Beijing fest organizers say that 334 film institutions and shingles from China and overseas, with more than 800 professionals, attended the fest, and 100 of these players publicly announced 256 contracts worth around $427 million while they were here.

Most of these deals had been in the works already, but the big public signing ceremonies were a definite statement of intent.

The event had its fair share of celebs — among those attending were local heroes Feng Xiaogang, Zhang Ziyi and Fan Bingbing, and Hong Kong superstars John Woo and Jackie Chan, while Hollywood was represented by helmers Darren Aronofsky and Rob Minkoff, as well as key industry players in areas from entertainment to 3D to open trading and the fight against piracy.

Among the films shown were “Black Swan,” which might have struggled for a China release given its dark subject matter, had not Aronofsky shown up at the fest.

In a nice irony, “The Social Network” was also screened — a film about Facebook in a country where Facebook is banned by the Great Firewall of China.

Motion Picture Assn. Asia Pacific prexy/m.d. Mike Ellis was there to eloquently argue the studios’ case for greater access to the booming Chinese market.

And what a boom it is — B.O. topped a boffo $1.5 billion last year, up 40% on 2009, and a record 450 films were made and screened on the Mainland. In a telling remark, producer Gao Xiulan said that local filmmakers needed to stay focused despite the boom in the biz, and not allow domestic strength to distract from international opportunities.

“A lot of hot money has flowed in, but we should keep cool-headed,” Gao said. “Producers need to be responsible to their investors.
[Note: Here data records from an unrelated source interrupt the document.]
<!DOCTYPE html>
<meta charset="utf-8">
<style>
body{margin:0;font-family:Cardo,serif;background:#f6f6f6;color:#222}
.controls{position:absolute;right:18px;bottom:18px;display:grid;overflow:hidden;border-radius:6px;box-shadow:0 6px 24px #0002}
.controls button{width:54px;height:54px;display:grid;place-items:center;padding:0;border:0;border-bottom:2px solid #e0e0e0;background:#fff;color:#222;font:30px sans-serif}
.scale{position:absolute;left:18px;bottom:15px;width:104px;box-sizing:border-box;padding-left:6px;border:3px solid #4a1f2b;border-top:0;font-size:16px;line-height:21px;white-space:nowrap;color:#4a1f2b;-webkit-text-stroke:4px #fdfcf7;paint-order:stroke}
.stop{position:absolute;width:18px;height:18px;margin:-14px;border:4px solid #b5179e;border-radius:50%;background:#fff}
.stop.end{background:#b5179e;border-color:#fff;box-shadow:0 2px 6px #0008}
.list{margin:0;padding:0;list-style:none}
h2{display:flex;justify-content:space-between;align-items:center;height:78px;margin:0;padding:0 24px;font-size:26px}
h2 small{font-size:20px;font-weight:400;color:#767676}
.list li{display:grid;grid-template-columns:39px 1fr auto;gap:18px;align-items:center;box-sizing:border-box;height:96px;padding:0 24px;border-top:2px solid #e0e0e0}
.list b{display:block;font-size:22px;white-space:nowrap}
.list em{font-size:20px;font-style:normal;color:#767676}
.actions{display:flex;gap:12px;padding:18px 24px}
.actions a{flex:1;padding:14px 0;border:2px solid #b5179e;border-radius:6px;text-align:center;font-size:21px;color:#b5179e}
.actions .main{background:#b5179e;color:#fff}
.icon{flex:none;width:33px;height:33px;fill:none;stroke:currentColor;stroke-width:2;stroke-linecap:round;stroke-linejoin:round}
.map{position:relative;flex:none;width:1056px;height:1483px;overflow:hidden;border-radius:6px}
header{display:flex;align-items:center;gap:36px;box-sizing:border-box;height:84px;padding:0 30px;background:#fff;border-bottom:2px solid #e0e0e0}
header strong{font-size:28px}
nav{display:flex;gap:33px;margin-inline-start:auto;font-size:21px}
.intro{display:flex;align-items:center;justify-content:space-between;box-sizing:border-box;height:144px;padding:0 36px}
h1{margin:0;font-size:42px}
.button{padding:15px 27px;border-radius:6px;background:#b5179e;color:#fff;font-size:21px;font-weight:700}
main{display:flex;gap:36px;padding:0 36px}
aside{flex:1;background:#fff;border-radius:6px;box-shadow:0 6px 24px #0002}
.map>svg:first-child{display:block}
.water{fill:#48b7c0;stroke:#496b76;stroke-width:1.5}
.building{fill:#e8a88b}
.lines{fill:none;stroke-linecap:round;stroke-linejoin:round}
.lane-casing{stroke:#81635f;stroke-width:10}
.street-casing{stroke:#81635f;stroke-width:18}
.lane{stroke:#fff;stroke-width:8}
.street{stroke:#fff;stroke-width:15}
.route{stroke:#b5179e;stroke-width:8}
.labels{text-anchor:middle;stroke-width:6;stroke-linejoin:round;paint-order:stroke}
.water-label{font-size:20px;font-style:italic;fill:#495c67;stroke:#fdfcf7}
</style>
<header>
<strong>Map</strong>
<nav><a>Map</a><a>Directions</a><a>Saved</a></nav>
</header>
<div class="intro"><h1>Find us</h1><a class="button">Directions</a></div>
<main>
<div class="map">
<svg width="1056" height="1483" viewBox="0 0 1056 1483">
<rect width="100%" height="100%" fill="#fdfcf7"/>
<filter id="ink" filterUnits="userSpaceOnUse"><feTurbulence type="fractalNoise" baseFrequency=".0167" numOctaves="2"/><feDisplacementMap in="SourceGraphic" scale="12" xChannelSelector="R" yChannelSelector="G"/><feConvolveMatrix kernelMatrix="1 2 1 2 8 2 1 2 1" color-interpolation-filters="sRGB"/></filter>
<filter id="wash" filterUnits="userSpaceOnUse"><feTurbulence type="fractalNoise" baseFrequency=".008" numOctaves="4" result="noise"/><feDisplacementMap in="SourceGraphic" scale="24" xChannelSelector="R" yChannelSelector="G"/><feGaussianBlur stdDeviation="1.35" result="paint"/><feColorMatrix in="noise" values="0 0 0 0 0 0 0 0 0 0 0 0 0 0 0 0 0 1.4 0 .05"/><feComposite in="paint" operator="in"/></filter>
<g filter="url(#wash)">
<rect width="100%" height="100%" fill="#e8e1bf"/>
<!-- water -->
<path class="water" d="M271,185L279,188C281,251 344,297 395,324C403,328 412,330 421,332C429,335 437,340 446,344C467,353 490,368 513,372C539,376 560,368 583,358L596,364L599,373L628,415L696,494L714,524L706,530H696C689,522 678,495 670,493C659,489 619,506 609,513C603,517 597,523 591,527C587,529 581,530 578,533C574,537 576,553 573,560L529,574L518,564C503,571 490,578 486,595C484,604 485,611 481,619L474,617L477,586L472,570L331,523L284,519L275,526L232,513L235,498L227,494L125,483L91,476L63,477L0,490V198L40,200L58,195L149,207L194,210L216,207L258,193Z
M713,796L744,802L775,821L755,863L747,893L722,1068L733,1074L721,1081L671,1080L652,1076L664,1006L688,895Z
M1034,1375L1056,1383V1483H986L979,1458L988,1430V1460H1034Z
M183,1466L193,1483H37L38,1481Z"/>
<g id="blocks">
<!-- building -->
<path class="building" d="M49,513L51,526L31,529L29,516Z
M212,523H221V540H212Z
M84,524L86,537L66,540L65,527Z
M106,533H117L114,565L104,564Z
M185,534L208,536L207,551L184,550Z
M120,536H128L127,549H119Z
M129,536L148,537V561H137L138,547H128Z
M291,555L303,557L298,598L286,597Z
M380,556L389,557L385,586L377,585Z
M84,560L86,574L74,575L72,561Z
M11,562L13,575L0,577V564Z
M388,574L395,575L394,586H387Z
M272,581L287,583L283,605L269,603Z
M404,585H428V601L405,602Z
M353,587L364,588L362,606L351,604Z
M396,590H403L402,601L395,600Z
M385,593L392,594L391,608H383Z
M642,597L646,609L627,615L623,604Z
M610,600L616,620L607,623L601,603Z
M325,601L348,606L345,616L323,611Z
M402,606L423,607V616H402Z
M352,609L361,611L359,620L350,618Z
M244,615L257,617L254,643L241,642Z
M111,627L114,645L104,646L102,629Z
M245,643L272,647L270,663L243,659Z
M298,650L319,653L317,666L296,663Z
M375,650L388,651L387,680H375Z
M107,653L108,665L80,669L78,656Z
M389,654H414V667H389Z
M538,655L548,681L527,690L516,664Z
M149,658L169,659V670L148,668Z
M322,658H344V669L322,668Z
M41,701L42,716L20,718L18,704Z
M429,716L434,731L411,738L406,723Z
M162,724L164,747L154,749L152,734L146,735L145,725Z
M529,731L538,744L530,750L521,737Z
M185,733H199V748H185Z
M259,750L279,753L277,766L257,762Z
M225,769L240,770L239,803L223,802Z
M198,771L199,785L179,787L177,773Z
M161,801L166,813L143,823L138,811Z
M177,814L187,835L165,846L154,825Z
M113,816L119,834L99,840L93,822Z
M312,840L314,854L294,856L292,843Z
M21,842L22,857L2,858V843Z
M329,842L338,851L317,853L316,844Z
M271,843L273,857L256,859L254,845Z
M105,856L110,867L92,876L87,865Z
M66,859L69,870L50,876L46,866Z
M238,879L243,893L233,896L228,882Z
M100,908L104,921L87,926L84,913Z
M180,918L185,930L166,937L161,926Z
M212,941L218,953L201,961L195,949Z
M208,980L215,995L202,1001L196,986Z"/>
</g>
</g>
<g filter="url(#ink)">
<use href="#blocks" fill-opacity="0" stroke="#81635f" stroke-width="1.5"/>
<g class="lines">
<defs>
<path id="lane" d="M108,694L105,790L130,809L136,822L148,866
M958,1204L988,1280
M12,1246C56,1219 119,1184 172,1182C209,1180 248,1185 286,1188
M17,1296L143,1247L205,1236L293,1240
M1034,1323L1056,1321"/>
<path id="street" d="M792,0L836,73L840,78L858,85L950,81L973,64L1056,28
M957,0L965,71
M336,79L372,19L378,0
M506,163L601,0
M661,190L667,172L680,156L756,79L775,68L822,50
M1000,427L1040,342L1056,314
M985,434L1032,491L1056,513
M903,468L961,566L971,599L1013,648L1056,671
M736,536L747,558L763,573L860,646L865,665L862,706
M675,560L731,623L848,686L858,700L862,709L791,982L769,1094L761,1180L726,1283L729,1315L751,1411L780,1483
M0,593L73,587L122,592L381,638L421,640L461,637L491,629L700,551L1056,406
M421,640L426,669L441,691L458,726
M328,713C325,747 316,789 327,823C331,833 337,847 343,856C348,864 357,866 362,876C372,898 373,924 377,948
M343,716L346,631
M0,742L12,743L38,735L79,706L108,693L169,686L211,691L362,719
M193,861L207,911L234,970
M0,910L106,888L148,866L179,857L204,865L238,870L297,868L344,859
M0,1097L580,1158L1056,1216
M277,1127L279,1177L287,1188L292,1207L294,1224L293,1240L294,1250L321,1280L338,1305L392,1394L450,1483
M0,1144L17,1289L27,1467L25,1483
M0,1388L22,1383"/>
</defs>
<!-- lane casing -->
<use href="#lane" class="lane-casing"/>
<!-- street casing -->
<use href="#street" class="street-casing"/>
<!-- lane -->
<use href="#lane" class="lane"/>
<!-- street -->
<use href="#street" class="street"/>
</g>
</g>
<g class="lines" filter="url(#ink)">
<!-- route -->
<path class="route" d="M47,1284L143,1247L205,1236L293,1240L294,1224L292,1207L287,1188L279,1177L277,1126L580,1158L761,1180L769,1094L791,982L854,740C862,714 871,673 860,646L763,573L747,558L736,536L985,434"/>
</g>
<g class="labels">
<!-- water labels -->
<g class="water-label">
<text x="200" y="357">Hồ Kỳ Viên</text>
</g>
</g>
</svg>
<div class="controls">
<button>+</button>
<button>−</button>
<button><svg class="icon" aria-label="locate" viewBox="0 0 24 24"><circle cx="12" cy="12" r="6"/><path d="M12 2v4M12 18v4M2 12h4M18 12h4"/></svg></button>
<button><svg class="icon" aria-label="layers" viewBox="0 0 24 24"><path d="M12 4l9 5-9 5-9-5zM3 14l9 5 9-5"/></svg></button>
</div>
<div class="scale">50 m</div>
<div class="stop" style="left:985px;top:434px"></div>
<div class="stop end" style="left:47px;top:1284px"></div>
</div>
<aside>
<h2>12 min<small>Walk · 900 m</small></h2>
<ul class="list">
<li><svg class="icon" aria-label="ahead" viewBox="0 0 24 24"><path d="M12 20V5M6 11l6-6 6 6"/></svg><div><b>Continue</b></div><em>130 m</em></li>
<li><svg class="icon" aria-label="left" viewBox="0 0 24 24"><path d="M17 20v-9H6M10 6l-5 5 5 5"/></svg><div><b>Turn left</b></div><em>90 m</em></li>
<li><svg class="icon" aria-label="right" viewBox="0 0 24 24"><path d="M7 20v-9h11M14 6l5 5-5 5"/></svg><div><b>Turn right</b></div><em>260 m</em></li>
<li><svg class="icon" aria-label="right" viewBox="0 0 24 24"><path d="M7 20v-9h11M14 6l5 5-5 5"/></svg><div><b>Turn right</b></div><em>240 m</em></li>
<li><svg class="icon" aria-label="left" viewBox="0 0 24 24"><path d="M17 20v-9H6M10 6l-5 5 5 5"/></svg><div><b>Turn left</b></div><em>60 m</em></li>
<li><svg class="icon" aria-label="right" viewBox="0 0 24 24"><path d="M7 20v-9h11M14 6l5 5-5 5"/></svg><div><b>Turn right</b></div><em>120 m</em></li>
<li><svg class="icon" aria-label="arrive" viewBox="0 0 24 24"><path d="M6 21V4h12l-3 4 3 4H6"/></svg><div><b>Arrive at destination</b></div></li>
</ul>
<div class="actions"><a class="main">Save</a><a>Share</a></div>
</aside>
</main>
We should aim not only to attract a domestic audience, but also a foreign audience.”

Bai Qiang, prexy of the 3D China shingle, says his booth in the market section of the fest had worked out very well.

“We were overrun with people, lots of interest,” he said. “The only complaint was that we didn’t have enough 3D glasses.”
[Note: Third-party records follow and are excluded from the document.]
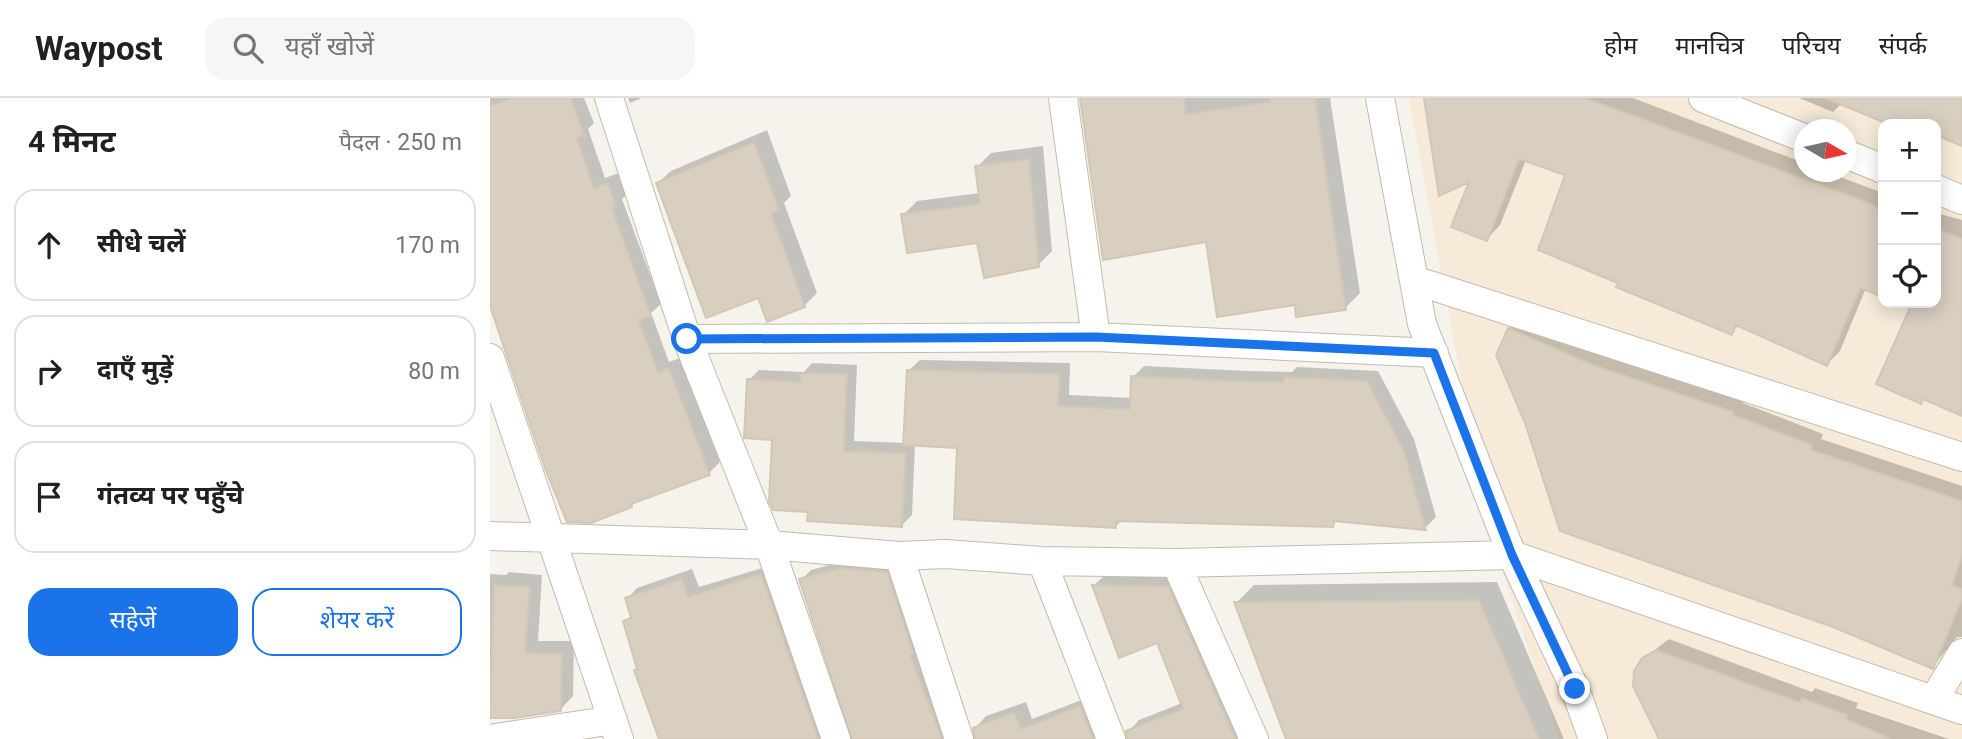 <!DOCTYPE html>
<html lang="hi">
<head>
<meta charset="utf-8">
<style>
  body { margin:0; font-family:Roboto,"Noto Sans Devanagari",sans-serif; background:#f6f6f6; color:#202124 }
  .controls { position:absolute; right:21px; top:21px; display:grid; overflow:hidden; border-radius:14px; box-shadow:0 4px 18px #0003 }
  .controls button { width:63px; height:63px; display:grid; place-items:center; padding:0; border:0; border-bottom:2px solid #e0e0e0; background:#fff; color:#202124; font:35px sans-serif }
  .compass { position:absolute; left:1304px; top:21px; width:63px; height:63px; border-radius:50%; background:#fff; box-shadow:0 4px 18px #0003; rotate:99deg }
  .stop { position:absolute; width:21px; height:21px; margin:-16px; border:5px solid #1a73e8; border-radius:50%; background:#fff }
  .stop.end { background:#1a73e8; border-color:#fff; box-shadow:0 2px 7px #0008 }
  .list { margin:0; padding:0; list-style:none }
  h2 { display:flex; justify-content:space-between; align-items:center; height:91px; margin:0; padding:0 28px; font-size:30px }
  h2 small { font-size:23px; font-weight:400; color:#757577 }
  .list li { display:grid; grid-template-columns:46px 1fr auto; gap:21px; align-items:center; box-sizing:border-box; height:112px; margin:0 14px 14px; padding:0 14px; border:2px solid #e0e0e0; border-radius:21px }
  .list b { display:block; font-size:26px; white-space:nowrap }
  .list em { font-size:23px; font-style:normal; color:#757577 }
  .actions { display:flex; gap:14px; padding:21px 28px }
  .actions a { flex:1; padding:16px 0; border:2px solid #1a73e8; border-radius:21px; text-align:center; font-size:24px; color:#1a73e8 }
  .actions .main { background:#1a73e8; color:#fff }
  .icon { flex:none; width:38px; height:38px; fill:none; stroke:currentColor; stroke-width:2; stroke-linecap:round; stroke-linejoin:round }
  .map { position:relative; flex:none; width:1472px; height:641px; overflow:hidden }
  header { display:flex; align-items:center; gap:42px; box-sizing:border-box; height:98px; padding:0 35px; background:#fff; border-bottom:2px solid #e0e0e0 }
  header strong { font-size:33px }
  nav { display:flex; gap:38px; margin-inline-start:auto; font-size:24px }
  .search { width:490px; height:63px; background:#f6f6f6; display:flex; align-items:center; gap:18px; box-sizing:border-box; padding:0 24px; border-radius:21px; color:#757577; font-size:26px }
  main { display:flex }
  aside { flex:1; background:#fff }
  .map>svg:first-child { display:block }
  .commercial { fill:#f7ead8; fill-rule:evenodd }
  .shadow { fill:#0003 }
  .building { fill:#d8cfc1; stroke:#d3c7b4; stroke-width:2 }
  .lines { fill:none; stroke-linecap:round; stroke-linejoin:round }
  .minor-casing { stroke:#c2bbae; stroke-width:30 }
  .minor { stroke:#fff; stroke-width:28 }
  .route { stroke:#1a73e8; stroke-width:9 }
</style>
</head>
<body>
<header>
<strong>Waypost</strong>
<div class="search"><svg class="icon" aria-label="search" viewBox="0 0 24 24"><circle cx="10" cy="10" r="6"/><path d="M15 15l6 6"/></svg>यहाँ खोजें</div>
<nav><a>होम</a><a>मानचित्र</a><a>परिचय</a><a>संपर्क</a></nav>
</header>
<main>
<aside>
<h2>4 मिनट<small>पैदल · 250 m</small></h2>
<ul class="list">
<li><svg class="icon" aria-label="ahead" viewBox="0 0 24 24"><path d="M12 20V5M6 11l6-6 6 6"/></svg><div><b>सीधे चलें</b></div><em>170 m</em></li>
<li><svg class="icon" aria-label="right" viewBox="0 0 24 24"><path d="M7 20v-9h11M14 6l5 5-5 5"/></svg><div><b>दाएँ मुड़ें</b></div><em>80 m</em></li>
<li><svg class="icon" aria-label="arrive" viewBox="0 0 24 24"><path d="M6 21V4h12l-3 4 3 4H6"/></svg><div><b>गंतव्य पर पहुँचे</b></div></li>
</ul>
<div class="actions"><a class="main">सहेजें</a><a>शेयर करें</a></div>
</aside>
<div class="map">
<svg width="1472" height="641" viewBox="0 0 1472 641">
  <rect width="100%" height="100%" fill="#f6f3ec"/>
  <!-- commercial -->
  <path class="commercial" d="M919,0H1472V641H1069L1000,438ZM1393,26H1446V205H1393ZM1314,32H1356V74H1314Z"/>
  <!-- shadow -->
  <path class="shadow" d="M0,0H94L104,25L98,31L115,80L129,75L136,97L132,101L171,206L161,215L179,264L190,260L230,364L219,375L147,402L141,408L0,203Z
    M138,0H152L140,5Z
    M592,0H840L870,195L855,210L806,205L718,142Z
    M936,0H1143L1314,65V74H1337L1393,95V197L1376,190L1350,253L1337,266L1250,226L1241,235L1130,184L1077,76L1036,62L1010,127L997,141L982,80Z
    M1309,0H1472V46L1446,36V26H1419L1396,18L1391,22L1351,6L1343,14Z
    M277,32L301,98L294,105L327,195L314,208L269,198L168,85L181,73Z
    M553,48L562,153L548,167L413,117L427,103L490,95L487,69L501,55Z
    M1446,115L1472,122V316L1423,208L1414,205H1446Z
    M1031,219L1254,303L1253,305L1333,336L1331,341L1472,388V539H1467L1442,569L1019,231Z
    M430,262L580,265L579,297L642,300L643,279L654,268L757,273L802,274L807,269L888,273L924,341L946,419L935,430L848,421L843,427L632,422L625,429L469,348L425,346L422,417L412,427L319,412L259,282L269,272L314,274L322,265L367,267L364,343L415,345L418,273Z
    M362,461L407,464L459,641H364L311,482L321,472Z
    M282,467L346,641H171L135,524L142,517L137,501L147,490L202,471L209,489Z
    M19,474L52,477L48,543H84L83,598L70,612L0,619V476L16,477Z
    M616,476L690,477L760,641H639L638,634L649,622L692,605L668,543L604,487Z
    M1007,484L1074,641H798L746,505L764,487Z
    M1179,541L1322,594L1325,590L1368,605L1366,610L1459,641H1171L1153,561Z
    M602,598L624,641H488L485,630L496,618L536,604L542,621Z"/>
  <!-- building -->
  <path class="building" d="M23,0H81L94,37L87,40L104,90L118,85L126,109L122,111L161,218L149,222L168,274L179,270L220,377L141,406L142,409L101,425L77,424L56,373L0,208V8Z
    M590,0H694L696,16L780,4V0H825L856,212L806,219L805,207L727,219L716,144L613,162Z
    M934,0H1096L1381,106L1393,113V199L1370,190L1337,268L1246,227L1242,237L1126,189L1128,185L1048,152L1075,77L1029,61L997,143L961,129L979,84L949,98Z
    M1335,0H1472V48L1446,37V26H1398Z
    M264,44L289,112L281,115L315,209L277,224L268,200L216,220L166,85Z
    M539,61L549,169L494,180L487,145L417,155L411,116L490,106L485,68Z
    M1446,130L1472,141V318L1433,301L1431,306L1386,286L1422,205H1446Z
    M1018,230L1103,267L1244,314L1243,317L1322,347L1321,352L1472,403V458L1462,487L1472,491V501L1443,571L1343,529L1070,433L1035,325L1006,257Z
    M417,272L570,276L568,308L640,311L641,278L745,283L794,284V279L877,283L914,353L936,432L844,423L843,429L626,423V430L464,421L467,350L413,347Z
    M310,275L357,276L354,353L416,355L412,429L317,423L318,414L283,412L279,403L282,342L254,340L257,281L310,284Z
    M351,470L397,474L423,555L420,557L452,641H362L309,481Z
    M271,476L328,641H169L144,572L147,571L133,523L141,520L135,500L192,481L198,499Z
    M4,487L40,489L35,555L72,556L71,613L24,620H0Z
    M602,487L678,488L745,641H637L636,633L693,611L667,545L629,560Z
    M989,502L1049,641H796L744,504Z
    M1166,552L1311,605L1312,600L1357,617L1356,621L1401,641H1169L1143,588L1144,573L1152,560Z
    M590,608L603,641H485L483,630L524,614L531,631Z"/>
  <g class="lines">
    <defs>
      <path id="minor" d="M119,0L197,241L279,447L346,641
        M573,0L606,239
        M890,0L932,226L1022,457L1085,591L1103,641
        M1213,0L1314,40
        M1356,56L1393,71
        M1446,91L1472,102
        M924,182L1472,359
        M197,241L606,239L944,255
        M0,260L129,641
        M0,438L279,447L409,458L455,456L552,463L686,465L1022,457L1472,612
        M409,458L469,641
        M552,463L621,641
        M686,465L764,641
        M1444,601L1472,555
        M0,641L123,622"/>
    </defs>
    <!-- minor casing -->
    <use href="#minor" class="minor-casing"/>
    <!-- minor -->
    <use href="#minor" class="minor"/>
  </g>
  <g class="lines">
    <!-- route -->
    <path class="route" d="M197,241L606,239L944,255L1022,457L1085,591"/>
  </g>
</svg>
<div class="controls">
<button>+</button>
<button>−</button>
<button><svg class="icon" aria-label="locate" viewBox="0 0 24 24"><circle cx="12" cy="12" r="6"/><path d="M12 2v4M12 18v4M2 12h4M18 12h4"/></svg></button>
</div>
<svg class="compass" viewBox="-18 -18 36 36"><path d="M0-13l5 13h-10z" fill="#e53935"/><path d="M0 13l5-13h-10z" fill="#757577"/></svg>
<div class="stop" style="left:197px;top:241px"></div>
<div class="stop end" style="left:1085px;top:591px"></div>
</div>
</main>
</body>
</html>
Consensus among attendees was that the Beijing fest market was much easier to negotiate than the market at the Shanghai fest. There had been speculation in the run-up to Beijing that it would overwhelm the Shanghai fest in June.

In truth, there is probably room in this country of 1.4 billion people for two major film festivals. Shanghai remains a more cosmopolitan city, too, and the arrival of the Beijing event appears to have prompted the SIFF organizers to get busy, introducing new elements, such as its first Mobile Film Festival section.

The Beijing fest was low on meaningful preems, and missed out by not programming a competition and prizes.

Nevertheless, having a film festival in Beijing makes sense, and was probably long overdue.

Most of the biz is located in the capital, because this is where the decisions are made on what movies get made and shown, as the country’s chief regulator, the State Administration of Radio, Film and TV, is in Beijing. It’s here, too, that the Film Bureau decides the fate of new projects.

Just how much censorship played a role in the fest was always a question, and the poor flow of information in the run-up to the event augured badly, as did the decision to cancel a news conference a few days before the fest, and an attempt to keep media out of the forums.

Open question and answer sessions at government events are as rare as hen’s teeth, and it looked like the Beijing Film Festival would be no exception.

In the end, however, the fest proved to be relatively open, and reporters were ultimately allowed to attend many of the forums.

The fest clearly met a need in what is a hungry market. Everyone leaving the forums was mobbed for business cards.

Beijing joins the swelling ranks of Asian fests competing for international attention, including Tokyo, Pusan, Shanghai and ScreenSingapore, which is due to bow in June. There is every reason to believe that it will prevail.